§ **LISTED ENTRIES**
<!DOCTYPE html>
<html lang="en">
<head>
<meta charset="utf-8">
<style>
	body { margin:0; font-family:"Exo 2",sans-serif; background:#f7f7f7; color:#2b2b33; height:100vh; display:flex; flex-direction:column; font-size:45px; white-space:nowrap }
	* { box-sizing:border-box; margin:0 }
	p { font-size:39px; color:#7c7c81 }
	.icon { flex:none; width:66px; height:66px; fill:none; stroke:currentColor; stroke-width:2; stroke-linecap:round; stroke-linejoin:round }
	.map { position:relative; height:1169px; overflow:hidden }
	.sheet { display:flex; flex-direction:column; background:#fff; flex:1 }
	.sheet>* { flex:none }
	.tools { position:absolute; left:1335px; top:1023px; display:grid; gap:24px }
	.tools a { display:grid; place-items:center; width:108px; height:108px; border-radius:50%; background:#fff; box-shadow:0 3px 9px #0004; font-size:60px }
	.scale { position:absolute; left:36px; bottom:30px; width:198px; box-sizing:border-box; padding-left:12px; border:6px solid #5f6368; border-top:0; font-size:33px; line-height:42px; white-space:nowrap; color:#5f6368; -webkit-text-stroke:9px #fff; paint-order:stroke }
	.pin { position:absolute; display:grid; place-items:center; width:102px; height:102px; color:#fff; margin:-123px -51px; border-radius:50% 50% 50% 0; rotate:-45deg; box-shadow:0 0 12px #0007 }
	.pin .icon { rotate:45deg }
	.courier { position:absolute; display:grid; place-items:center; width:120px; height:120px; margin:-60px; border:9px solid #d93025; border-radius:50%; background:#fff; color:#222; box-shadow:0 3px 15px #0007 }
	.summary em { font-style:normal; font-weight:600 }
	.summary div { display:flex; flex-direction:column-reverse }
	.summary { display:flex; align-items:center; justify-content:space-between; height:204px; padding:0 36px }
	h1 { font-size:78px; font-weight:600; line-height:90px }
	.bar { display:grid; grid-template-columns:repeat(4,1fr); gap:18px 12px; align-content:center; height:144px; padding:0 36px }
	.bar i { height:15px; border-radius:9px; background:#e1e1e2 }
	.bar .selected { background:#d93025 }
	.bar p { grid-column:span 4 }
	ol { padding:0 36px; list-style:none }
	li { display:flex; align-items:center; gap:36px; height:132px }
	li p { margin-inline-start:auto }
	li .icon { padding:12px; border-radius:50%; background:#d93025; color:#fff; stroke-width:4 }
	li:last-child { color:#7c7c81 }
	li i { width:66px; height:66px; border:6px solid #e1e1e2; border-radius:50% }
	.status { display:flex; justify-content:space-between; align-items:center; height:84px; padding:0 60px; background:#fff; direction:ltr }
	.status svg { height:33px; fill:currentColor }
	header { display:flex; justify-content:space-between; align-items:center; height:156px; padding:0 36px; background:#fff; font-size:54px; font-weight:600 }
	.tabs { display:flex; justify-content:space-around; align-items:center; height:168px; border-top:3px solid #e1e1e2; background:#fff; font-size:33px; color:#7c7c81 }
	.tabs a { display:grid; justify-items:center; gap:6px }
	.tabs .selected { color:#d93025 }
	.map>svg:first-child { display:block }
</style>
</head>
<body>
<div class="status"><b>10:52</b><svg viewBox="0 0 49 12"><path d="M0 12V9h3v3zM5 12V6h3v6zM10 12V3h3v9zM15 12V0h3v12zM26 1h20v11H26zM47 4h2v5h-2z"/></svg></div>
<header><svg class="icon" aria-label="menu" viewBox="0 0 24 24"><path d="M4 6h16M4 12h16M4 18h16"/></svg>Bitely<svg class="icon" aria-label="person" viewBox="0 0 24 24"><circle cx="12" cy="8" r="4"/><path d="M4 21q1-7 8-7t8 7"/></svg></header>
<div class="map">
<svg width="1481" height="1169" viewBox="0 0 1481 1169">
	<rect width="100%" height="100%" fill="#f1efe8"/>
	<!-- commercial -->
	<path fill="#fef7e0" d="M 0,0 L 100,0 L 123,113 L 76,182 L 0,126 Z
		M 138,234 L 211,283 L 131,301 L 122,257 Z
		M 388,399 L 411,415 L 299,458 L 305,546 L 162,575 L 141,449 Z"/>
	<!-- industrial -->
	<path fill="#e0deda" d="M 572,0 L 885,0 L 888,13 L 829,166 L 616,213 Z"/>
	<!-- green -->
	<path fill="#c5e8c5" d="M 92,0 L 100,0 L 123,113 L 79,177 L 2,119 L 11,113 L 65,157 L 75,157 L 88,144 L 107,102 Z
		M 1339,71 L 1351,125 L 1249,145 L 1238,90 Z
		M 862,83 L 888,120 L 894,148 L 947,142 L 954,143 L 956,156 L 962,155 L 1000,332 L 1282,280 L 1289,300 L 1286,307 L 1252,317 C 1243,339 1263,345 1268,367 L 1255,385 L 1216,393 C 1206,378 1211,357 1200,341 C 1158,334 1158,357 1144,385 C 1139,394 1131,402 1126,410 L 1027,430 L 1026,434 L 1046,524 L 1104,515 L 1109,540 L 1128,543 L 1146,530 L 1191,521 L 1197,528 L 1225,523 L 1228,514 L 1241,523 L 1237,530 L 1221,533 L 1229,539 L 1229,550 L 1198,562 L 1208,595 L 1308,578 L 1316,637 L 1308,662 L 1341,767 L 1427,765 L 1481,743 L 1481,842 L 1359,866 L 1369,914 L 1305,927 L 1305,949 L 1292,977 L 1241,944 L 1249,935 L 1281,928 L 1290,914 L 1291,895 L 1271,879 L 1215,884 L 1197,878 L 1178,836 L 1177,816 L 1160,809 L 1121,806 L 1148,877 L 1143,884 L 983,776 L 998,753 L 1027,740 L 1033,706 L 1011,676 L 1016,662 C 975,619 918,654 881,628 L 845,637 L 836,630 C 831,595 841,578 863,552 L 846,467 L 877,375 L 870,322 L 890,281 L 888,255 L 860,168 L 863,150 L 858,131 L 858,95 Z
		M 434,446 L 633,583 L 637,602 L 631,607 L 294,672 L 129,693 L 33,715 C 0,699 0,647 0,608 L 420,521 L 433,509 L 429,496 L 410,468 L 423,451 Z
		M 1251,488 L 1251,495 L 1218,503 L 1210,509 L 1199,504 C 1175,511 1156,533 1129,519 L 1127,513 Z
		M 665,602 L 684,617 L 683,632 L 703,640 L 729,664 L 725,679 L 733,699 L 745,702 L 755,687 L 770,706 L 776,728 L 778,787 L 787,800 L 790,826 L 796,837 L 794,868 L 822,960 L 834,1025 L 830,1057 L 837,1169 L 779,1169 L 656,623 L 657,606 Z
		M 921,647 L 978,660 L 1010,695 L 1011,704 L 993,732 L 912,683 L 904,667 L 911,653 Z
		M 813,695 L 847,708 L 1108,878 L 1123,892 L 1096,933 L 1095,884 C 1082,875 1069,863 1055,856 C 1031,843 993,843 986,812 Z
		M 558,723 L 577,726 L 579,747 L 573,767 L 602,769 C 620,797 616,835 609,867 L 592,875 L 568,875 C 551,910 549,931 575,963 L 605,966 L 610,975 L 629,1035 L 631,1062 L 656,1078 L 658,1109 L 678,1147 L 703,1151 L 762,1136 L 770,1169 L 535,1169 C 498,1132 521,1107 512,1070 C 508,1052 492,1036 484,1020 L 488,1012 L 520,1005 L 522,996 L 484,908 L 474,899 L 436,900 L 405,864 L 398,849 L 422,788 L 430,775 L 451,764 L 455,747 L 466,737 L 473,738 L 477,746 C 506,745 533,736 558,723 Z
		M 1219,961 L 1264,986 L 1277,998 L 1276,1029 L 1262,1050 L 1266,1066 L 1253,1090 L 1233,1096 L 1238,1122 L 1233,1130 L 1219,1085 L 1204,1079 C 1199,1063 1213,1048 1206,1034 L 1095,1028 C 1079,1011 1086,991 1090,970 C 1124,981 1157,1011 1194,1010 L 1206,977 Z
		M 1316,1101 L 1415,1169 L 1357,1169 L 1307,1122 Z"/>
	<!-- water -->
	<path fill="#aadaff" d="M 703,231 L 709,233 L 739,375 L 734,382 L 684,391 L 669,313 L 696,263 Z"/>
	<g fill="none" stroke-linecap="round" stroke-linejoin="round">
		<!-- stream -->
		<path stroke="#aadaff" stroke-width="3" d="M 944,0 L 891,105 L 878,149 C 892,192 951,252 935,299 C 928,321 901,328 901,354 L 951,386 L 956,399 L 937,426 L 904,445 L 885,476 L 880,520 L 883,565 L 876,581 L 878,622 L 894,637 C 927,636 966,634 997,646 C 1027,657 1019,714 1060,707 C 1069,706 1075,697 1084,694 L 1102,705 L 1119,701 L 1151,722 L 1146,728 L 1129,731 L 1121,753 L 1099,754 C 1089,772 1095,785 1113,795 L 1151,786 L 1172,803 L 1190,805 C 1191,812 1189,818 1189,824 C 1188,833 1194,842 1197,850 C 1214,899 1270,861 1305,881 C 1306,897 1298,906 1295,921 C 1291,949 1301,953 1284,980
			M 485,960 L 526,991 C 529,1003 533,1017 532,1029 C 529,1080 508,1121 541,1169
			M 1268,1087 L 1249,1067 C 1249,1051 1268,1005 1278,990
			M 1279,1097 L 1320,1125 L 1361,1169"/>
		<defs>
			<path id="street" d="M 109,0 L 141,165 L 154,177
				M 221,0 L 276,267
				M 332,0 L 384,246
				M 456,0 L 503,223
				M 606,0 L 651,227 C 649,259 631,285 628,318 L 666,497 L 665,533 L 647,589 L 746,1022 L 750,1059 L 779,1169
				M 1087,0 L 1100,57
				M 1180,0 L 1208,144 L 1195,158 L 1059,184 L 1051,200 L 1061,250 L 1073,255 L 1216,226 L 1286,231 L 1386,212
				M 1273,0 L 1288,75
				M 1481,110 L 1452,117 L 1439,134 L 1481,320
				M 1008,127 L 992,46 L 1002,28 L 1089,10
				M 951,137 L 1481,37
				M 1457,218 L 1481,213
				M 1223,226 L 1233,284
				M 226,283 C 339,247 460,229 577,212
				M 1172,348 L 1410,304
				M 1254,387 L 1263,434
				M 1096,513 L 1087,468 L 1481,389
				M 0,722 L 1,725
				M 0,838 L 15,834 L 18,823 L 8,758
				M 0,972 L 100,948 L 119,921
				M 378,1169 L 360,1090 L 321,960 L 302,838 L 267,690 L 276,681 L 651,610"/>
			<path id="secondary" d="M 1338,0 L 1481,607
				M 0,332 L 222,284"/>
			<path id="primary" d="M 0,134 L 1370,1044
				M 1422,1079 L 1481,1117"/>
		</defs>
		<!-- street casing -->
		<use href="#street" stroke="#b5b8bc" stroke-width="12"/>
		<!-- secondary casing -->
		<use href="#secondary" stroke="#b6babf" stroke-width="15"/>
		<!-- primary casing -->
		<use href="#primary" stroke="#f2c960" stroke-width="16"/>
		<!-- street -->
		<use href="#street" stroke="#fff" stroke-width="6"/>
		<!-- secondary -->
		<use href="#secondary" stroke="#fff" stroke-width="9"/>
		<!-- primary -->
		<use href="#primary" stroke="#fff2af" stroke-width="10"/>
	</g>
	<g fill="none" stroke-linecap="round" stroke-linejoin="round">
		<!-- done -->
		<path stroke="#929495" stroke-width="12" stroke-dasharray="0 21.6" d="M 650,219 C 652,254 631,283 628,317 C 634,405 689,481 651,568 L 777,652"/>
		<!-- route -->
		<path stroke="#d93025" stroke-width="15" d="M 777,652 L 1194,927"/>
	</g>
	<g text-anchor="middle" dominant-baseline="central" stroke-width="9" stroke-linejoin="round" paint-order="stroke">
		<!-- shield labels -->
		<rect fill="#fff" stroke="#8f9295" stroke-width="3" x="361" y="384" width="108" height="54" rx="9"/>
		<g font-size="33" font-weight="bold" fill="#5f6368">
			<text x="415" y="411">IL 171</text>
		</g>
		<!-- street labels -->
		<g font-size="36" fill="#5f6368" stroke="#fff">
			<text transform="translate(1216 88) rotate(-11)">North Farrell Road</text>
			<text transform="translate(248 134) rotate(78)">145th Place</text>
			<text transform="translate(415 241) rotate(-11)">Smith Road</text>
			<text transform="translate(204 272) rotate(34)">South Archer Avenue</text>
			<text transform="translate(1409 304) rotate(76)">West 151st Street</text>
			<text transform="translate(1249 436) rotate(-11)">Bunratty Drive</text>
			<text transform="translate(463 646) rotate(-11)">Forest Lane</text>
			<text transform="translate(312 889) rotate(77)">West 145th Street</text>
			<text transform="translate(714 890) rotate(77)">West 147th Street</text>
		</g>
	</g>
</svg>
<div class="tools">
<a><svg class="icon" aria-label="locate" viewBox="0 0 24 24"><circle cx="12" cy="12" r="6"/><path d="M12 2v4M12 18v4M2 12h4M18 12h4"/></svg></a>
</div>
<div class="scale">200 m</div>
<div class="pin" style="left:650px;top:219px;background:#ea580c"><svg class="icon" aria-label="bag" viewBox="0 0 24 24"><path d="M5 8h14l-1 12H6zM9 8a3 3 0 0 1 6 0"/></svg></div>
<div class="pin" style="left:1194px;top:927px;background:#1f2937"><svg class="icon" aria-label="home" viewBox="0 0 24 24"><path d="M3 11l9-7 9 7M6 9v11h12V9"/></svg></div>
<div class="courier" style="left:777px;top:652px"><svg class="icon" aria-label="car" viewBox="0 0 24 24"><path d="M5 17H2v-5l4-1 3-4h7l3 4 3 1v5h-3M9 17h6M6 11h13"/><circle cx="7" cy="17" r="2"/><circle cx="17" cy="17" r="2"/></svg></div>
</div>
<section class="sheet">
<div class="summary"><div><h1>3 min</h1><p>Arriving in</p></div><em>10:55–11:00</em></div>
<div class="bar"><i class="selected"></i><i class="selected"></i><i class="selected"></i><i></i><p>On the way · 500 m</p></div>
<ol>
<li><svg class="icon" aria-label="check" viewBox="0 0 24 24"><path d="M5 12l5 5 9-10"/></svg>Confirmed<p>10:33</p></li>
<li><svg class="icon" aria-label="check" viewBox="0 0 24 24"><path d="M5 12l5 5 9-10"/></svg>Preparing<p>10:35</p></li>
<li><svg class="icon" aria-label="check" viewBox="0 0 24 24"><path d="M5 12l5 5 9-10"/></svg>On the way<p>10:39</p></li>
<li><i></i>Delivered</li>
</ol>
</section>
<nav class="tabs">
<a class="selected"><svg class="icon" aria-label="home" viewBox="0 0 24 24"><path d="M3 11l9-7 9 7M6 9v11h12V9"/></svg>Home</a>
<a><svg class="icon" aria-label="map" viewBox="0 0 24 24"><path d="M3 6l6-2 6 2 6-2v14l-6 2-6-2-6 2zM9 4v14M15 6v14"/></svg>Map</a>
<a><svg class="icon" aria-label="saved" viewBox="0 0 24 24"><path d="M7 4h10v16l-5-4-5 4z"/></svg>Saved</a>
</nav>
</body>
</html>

§ **PROBLEM REQUIREMENTS**
Looking through the data above, copy out each line in which the string "scale" occurs.

§ **EXERCISE OUTPUT**
	.scale { position:absolute; left:36px; bottom:30px; width:198px; box-sizing:border-box; padding-left:12px; border:6px solid #5f6368; border-top:0; font-size:33px; line-height:42px; white-space:nowrap; color:#5f6368; -webkit-text-stroke:9px #fff; paint-order:stroke }
<div class="scale">200 m</div>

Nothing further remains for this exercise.